Thread switches may happen on safe points such as the allocations in create_buffer () and buf :: !buffers, and as a result elements of the list can be dropped. But likewise, this causes at worst an additional buffer allocation (and we expect it to be rare).

Is it an accurate description of why you think the code is thread-safe?

I think we should fix #12677, and proposed #12889 to do so. The code here is not meant to be robust against #12677.

Your point on the fact that buf :: !buffers allocates is something that I did not have in mind, thanks! The code is functionally correct for the reason you mention -- it is an the issue with this caching stuff, most ways to get it wrong will still pass the tests. I believe that I could:

Pretend that there is no issue and write nothing about that. Very simple!

Write a lengthy comment on why dropping buffers is fine here because I don't like it but it never happens in practice. Annoying.

Write a CAS loop to push the buffer back, which is more code and less comments.

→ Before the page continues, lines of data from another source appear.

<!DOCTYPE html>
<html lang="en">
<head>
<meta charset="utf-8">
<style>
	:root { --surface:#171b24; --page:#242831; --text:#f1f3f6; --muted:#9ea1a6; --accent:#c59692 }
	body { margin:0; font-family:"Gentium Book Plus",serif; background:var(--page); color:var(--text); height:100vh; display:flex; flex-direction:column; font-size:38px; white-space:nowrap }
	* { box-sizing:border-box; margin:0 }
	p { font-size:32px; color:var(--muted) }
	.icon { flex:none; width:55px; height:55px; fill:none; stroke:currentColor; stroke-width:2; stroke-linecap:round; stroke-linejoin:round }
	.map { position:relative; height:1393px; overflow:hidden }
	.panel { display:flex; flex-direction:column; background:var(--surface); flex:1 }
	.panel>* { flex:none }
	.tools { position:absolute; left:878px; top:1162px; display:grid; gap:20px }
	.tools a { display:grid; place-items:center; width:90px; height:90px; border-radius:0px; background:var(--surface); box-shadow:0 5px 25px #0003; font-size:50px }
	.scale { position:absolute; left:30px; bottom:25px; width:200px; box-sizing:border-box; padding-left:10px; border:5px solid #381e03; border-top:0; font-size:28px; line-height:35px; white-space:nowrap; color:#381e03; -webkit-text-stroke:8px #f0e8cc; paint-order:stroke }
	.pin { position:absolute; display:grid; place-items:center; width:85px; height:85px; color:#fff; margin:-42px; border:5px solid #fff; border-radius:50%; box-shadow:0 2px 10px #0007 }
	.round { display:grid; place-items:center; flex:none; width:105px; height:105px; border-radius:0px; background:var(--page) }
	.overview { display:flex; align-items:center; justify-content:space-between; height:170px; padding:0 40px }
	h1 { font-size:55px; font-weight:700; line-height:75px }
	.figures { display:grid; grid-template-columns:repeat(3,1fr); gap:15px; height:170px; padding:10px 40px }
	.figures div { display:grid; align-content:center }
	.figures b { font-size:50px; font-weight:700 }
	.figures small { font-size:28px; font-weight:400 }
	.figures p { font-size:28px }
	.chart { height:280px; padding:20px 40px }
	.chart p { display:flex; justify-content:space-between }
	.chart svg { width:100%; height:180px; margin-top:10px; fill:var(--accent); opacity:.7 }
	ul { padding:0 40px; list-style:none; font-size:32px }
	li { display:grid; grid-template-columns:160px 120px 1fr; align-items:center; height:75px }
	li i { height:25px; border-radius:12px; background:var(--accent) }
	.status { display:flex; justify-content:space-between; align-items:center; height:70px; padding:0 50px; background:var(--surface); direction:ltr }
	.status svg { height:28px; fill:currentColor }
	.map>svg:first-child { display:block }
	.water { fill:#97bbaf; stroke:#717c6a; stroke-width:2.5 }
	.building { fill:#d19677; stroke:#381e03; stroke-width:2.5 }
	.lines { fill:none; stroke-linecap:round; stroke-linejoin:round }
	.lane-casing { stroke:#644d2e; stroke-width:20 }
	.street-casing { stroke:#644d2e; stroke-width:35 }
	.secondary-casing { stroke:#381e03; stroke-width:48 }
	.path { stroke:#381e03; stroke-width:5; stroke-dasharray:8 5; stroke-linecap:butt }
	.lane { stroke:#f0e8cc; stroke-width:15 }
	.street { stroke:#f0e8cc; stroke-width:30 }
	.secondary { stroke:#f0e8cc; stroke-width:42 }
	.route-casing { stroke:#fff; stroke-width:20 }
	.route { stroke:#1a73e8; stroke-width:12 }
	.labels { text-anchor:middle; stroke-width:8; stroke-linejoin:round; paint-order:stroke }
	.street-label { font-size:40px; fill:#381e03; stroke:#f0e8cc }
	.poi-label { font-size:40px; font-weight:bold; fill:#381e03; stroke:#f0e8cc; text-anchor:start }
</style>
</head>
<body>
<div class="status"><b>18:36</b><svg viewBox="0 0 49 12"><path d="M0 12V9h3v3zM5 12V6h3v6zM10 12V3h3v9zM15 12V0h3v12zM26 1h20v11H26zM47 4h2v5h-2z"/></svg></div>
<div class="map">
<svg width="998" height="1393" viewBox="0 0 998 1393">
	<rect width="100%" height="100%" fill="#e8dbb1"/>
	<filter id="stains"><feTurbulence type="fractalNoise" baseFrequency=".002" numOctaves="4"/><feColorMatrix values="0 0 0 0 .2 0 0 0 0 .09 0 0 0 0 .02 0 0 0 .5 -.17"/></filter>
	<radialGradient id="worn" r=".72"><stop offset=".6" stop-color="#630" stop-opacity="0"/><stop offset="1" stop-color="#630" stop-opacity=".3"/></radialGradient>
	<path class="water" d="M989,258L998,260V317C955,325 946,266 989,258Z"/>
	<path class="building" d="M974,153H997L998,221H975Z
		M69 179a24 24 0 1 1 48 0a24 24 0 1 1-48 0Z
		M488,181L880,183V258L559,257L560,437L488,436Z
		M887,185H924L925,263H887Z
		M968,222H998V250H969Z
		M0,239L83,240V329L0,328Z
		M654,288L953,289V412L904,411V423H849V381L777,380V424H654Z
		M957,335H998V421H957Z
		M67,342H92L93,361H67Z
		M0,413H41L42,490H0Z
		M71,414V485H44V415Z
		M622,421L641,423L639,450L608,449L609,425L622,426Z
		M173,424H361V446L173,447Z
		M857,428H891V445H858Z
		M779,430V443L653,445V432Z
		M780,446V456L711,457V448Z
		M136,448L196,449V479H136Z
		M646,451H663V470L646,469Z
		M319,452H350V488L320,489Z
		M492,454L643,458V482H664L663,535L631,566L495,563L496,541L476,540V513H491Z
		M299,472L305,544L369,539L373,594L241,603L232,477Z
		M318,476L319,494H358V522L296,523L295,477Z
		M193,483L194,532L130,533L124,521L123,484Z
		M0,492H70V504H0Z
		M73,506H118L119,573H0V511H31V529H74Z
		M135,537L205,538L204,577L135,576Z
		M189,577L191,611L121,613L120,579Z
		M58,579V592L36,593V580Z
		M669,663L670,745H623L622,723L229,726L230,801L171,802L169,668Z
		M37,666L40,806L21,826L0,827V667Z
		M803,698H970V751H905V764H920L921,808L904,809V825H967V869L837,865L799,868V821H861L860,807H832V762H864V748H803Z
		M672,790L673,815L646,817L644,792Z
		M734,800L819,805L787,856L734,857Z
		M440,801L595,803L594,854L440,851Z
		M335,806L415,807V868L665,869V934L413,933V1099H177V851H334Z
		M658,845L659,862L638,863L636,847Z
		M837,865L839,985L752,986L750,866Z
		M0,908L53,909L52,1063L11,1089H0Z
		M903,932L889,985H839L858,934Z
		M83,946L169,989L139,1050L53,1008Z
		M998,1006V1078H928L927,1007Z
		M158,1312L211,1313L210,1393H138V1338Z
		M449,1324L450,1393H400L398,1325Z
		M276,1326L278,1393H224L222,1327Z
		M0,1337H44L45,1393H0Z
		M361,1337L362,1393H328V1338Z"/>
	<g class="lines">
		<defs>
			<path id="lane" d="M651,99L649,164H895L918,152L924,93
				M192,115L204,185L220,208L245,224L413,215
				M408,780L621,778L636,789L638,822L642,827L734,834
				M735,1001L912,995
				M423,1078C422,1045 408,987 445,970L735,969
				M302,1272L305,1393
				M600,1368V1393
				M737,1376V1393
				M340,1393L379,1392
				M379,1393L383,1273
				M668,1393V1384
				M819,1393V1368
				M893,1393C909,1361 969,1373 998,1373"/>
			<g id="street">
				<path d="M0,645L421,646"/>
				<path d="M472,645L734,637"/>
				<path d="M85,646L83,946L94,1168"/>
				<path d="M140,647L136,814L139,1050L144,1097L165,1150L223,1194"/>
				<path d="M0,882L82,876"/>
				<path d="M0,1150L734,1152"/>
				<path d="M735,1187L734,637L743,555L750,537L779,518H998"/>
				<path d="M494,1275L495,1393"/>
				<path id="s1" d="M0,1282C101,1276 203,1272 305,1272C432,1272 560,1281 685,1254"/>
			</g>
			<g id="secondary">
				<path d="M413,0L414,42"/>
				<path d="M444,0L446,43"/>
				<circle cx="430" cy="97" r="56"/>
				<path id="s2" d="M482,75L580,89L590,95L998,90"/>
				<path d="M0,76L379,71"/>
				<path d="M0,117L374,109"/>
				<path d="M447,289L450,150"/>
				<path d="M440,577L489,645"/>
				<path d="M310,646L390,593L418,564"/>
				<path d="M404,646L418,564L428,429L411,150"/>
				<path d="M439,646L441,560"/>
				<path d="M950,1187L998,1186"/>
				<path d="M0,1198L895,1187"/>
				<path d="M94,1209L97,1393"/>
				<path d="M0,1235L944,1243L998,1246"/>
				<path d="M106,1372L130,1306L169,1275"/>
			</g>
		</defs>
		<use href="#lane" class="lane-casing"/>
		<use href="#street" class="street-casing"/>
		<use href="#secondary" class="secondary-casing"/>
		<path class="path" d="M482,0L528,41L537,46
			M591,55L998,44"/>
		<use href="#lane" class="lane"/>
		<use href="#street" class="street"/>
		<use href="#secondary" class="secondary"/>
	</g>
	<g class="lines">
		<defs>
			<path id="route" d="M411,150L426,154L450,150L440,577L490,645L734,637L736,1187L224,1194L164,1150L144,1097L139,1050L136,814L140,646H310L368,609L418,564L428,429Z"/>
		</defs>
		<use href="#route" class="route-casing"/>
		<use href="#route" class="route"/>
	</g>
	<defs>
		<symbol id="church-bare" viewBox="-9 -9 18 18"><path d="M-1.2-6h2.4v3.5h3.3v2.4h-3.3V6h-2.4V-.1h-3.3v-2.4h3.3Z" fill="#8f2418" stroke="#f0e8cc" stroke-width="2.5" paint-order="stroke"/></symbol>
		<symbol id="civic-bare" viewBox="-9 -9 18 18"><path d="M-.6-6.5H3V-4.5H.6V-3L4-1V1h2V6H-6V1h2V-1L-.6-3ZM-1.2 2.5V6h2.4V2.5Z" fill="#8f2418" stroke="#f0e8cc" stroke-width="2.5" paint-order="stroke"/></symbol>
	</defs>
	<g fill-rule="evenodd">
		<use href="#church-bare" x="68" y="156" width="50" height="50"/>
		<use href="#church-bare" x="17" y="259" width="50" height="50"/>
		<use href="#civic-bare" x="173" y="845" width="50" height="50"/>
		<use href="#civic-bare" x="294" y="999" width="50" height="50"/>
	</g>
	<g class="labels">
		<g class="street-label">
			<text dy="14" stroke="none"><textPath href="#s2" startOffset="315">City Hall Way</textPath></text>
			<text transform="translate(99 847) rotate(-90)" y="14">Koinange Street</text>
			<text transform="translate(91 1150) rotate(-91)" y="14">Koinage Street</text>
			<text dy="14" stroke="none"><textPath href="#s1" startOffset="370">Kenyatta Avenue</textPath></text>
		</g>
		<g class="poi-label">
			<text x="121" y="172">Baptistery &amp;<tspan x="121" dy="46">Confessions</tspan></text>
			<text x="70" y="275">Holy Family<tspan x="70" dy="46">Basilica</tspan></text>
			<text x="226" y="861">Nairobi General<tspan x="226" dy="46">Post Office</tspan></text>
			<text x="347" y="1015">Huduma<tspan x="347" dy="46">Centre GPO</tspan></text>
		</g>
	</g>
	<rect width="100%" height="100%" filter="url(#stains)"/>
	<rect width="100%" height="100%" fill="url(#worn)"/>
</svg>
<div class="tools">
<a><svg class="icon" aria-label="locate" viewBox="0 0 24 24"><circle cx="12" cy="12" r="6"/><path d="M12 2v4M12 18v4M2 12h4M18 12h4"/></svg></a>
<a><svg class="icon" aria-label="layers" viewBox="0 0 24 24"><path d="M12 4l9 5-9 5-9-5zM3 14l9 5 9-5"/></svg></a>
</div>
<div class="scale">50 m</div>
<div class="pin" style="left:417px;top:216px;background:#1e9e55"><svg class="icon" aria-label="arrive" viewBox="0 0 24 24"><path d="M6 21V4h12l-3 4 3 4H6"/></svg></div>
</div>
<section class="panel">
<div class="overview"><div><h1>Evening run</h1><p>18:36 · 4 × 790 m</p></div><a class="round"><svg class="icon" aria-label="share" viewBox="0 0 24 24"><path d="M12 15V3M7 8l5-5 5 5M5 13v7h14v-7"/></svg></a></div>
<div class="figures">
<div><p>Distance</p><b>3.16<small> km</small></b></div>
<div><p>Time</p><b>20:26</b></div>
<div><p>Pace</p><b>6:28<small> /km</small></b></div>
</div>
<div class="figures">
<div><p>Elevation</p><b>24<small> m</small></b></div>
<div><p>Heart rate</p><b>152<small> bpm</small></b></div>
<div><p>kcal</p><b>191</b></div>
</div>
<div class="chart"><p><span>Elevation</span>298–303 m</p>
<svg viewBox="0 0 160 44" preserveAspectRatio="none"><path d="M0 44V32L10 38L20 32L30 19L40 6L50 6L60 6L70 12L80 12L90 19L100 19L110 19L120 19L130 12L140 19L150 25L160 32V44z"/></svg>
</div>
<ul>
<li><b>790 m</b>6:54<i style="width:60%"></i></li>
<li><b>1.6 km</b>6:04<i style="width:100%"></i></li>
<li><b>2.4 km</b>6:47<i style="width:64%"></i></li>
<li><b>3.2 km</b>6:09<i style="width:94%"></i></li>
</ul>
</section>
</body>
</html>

I went with (3) in a new commit in this PR, could you have a look?

In fact I believe that the code with buffers := buf :: !buffers is not correct because, in addition to sometimes dropping buffers, it could also re-add in the stack some buffers that have been stolen by a thread and not been given back yet. This could result in two thread racing to serialize into the same buffer, which is incorrect.

Yes, that does seem possible.

OlivierNicole · 2024-01-22T17:30:45Z

otherlibs/runtime_events/runtime_events.ml

+    let rec push buffers buf =
+      (* intended to be thread-safe *)
+      let cur_buffers = !buffers in
+      let cons = buf :: cur_buffers in
+      (* retry if !buffers changed under our feet: *)
+      (* begin atomic *)
+      if !buffers == cur_buffers then


I fear that the compiler might perform CSE, making this safeguard ineffective.

I stand corrected, it looks like allocations cause equations over mutable loads to be dropped.

What you should worry about here is that the compiler is 100% allowed to move the allocation into the branch (after the test).
You can use Sys.opaque_identity around the allocation to prevent that, but in the end there is no specification that would prevent the compiler from inserting a poll between the equality check and the assignment so you can't be provably safe.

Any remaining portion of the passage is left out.